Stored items
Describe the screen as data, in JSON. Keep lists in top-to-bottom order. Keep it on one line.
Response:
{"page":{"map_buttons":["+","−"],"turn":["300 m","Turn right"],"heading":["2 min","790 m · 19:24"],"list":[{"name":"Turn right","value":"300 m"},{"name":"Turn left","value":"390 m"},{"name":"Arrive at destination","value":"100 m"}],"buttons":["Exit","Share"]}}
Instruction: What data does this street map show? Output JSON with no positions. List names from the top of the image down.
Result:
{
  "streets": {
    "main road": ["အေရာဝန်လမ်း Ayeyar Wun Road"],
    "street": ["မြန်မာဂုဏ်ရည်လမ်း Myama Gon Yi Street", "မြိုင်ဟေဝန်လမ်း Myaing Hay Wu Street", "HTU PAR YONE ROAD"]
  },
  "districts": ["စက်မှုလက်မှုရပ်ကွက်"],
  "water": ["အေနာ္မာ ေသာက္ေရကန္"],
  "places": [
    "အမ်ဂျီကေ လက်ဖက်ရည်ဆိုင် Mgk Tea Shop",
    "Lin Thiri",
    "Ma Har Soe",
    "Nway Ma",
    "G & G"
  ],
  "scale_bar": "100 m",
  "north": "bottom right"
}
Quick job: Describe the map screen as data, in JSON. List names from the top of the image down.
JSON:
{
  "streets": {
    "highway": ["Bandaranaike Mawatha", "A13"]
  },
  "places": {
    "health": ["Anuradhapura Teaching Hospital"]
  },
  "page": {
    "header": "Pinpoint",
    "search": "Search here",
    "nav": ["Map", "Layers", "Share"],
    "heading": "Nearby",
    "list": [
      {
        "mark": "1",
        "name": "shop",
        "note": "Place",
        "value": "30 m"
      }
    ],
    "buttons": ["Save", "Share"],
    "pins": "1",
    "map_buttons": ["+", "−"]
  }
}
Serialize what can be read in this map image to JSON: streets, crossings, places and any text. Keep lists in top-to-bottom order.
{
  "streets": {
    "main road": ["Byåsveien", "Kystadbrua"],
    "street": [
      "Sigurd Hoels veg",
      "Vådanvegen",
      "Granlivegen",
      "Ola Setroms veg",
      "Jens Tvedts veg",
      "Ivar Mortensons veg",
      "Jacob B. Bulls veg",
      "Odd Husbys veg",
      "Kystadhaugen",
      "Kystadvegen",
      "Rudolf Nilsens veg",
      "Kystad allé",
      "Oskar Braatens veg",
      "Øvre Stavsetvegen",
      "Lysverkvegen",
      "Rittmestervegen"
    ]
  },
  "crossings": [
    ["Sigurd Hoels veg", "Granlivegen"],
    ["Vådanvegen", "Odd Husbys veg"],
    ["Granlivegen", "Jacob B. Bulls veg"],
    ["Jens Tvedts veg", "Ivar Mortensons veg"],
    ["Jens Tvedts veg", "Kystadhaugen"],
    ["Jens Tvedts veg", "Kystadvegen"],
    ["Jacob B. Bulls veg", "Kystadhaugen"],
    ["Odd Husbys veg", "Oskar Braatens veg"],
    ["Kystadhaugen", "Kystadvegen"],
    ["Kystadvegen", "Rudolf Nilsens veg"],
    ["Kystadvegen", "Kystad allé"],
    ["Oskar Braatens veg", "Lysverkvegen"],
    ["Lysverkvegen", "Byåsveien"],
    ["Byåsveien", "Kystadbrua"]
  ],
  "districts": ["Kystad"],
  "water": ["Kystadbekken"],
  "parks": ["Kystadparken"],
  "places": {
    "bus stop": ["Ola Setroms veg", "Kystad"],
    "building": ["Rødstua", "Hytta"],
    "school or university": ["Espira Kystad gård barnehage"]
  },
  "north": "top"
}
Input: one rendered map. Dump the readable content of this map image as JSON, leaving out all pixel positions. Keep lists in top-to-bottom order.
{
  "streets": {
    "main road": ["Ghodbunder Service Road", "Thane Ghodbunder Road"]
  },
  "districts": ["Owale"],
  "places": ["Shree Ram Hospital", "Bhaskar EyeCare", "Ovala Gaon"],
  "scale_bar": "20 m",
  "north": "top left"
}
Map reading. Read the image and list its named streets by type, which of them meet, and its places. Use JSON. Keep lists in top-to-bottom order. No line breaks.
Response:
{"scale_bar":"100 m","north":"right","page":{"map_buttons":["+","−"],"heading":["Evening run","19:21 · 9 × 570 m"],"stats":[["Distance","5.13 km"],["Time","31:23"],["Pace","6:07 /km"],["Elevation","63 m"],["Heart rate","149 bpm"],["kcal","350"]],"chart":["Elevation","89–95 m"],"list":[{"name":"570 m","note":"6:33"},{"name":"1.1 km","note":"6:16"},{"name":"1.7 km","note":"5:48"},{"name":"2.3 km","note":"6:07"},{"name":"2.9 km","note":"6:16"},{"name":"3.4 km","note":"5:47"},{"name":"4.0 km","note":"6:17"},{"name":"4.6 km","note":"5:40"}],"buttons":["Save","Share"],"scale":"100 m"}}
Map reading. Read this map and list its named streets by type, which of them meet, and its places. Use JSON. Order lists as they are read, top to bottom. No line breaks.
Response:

» Work order: Leaving nothing out, print each line above exactly.

» Worked solution:
Describe the screen as data, in JSON. Keep lists in top-to-bottom order. Keep it on one line.
Response:
{"page":{"map_buttons":["+","−"],"turn":["300 m","Turn right"],"heading":["2 min","790 m · 19:24"],"list":[{"name":"Turn right","value":"300 m"},{"name":"Turn left","value":"390 m"},{"name":"Arrive at destination","value":"100 m"}],"buttons":["Exit","Share"]}}
Instruction: What data does this street map show? Output JSON with no positions. List names from the top of the image down.
Result:
{
  "streets": {
    "main road": ["အေရာဝန်လမ်း Ayeyar Wun Road"],
    "street": ["မြန်မာဂုဏ်ရည်လမ်း Myama Gon Yi Street", "မြိုင်ဟေဝန်လမ်း Myaing Hay Wu Street", "HTU PAR YONE ROAD"]
  },
  "districts": ["စက်မှုလက်မှုရပ်ကွက်"],
  "water": ["အေနာ္မာ ေသာက္ေရကန္"],
  "places": [
    "အမ်ဂျီကေ လက်ဖက်ရည်ဆိုင် Mgk Tea Shop",
    "Lin Thiri",
    "Ma Har Soe",
    "Nway Ma",
    "G & G"
  ],
  "scale_bar": "100 m",
  "north": "bottom right"
}
Quick job: Describe the map screen as data, in JSON. List names from the top of the image down.
JSON:
{
  "streets": {
    "highway": ["Bandaranaike Mawatha", "A13"]
  },
  "places": {
    "health": ["Anuradhapura Teaching Hospital"]
  },
  "page": {
    "header": "Pinpoint",
    "search": "Search here",
    "nav": ["Map", "Layers", "Share"],
    "heading": "Nearby",
    "list": [
      {
        "mark": "1",
        "name": "shop",
        "note": "Place",
        "value": "30 m"
      }
    ],
    "buttons": ["Save", "Share"],
    "pins": "1",
    "map_buttons": ["+", "−"]
  }
}
Serialize what can be read in this map image to JSON: streets, crossings, places and any text. Keep lists in top-to-bottom order.
{
  "streets": {
    "main road": ["Byåsveien", "Kystadbrua"],
    "street": [
      "Sigurd Hoels veg",
      "Vådanvegen",
      "Granlivegen",
      "Ola Setroms veg",
      "Jens Tvedts veg",
      "Ivar Mortensons veg",
      "Jacob B. Bulls veg",
      "Odd Husbys veg",
      "Kystadhaugen",
      "Kystadvegen",
      "Rudolf Nilsens veg",
      "Kystad allé",
      "Oskar Braatens veg",
      "Øvre Stavsetvegen",
      "Lysverkvegen",
      "Rittmestervegen"
    ]
  },
  "crossings": [
    ["Sigurd Hoels veg", "Granlivegen"],
    ["Vådanvegen", "Odd Husbys veg"],
    ["Granlivegen", "Jacob B. Bulls veg"],
    ["Jens Tvedts veg", "Ivar Mortensons veg"],
    ["Jens Tvedts veg", "Kystadhaugen"],
    ["Jens Tvedts veg", "Kystadvegen"],
    ["Jacob B. Bulls veg", "Kystadhaugen"],
    ["Odd Husbys veg", "Oskar Braatens veg"],
    ["Kystadhaugen", "Kystadvegen"],
    ["Kystadvegen", "Rudolf Nilsens veg"],
    ["Kystadvegen", "Kystad allé"],
    ["Oskar Braatens veg", "Lysverkvegen"],
    ["Lysverkvegen", "Byåsveien"],
    ["Byåsveien", "Kystadbrua"]
  ],
  "districts": ["Kystad"],
  "water": ["Kystadbekken"],
  "parks": ["Kystadparken"],
  "places": {
    "bus stop": ["Ola Setroms veg", "Kystad"],
    "building": ["Rødstua", "Hytta"],
    "school or university": ["Espira Kystad gård barnehage"]
  },
  "north": "top"
}
Input: one rendered map. Dump the readable content of this map image as JSON, leaving out all pixel positions. Keep lists in top-to-bottom order.
{
  "streets": {
    "main road": ["Ghodbunder Service Road", "Thane Ghodbunder Road"]
  },
  "districts": ["Owale"],
  "places": ["Shree Ram Hospital", "Bhaskar EyeCare", "Ovala Gaon"],
  "scale_bar": "20 m",
  "north": "top left"
}
Map reading. Read the image and list its named streets by type, which of them meet, and its places. Use JSON. Keep lists in top-to-bottom order. No line breaks.
Response:
{"scale_bar":"100 m","north":"right","page":{"map_buttons":["+","−"],"heading":["Evening run","19:21 · 9 × 570 m"],"stats":[["Distance","5.13 km"],["Time","31:23"],["Pace","6:07 /km"],["Elevation","63 m"],["Heart rate","149 bpm"],["kcal","350"]],"chart":["Elevation","89–95 m"],"list":[{"name":"570 m","note":"6:33"},{"name":"1.1 km","note":"6:16"},{"name":"1.7 km","note":"5:48"},{"name":"2.3 km","note":"6:07"},{"name":"2.9 km","note":"6:16"},{"name":"3.4 km","note":"5:47"},{"name":"4.0 km","note":"6:17"},{"name":"4.6 km","note":"5:40"}],"buttons":["Save","Share"],"scale":"100 m"}}
Map reading. Read this map and list its named streets by type, which of them meet, and its places. Use JSON. Order lists as they are read, top to bottom. No line breaks.
Response:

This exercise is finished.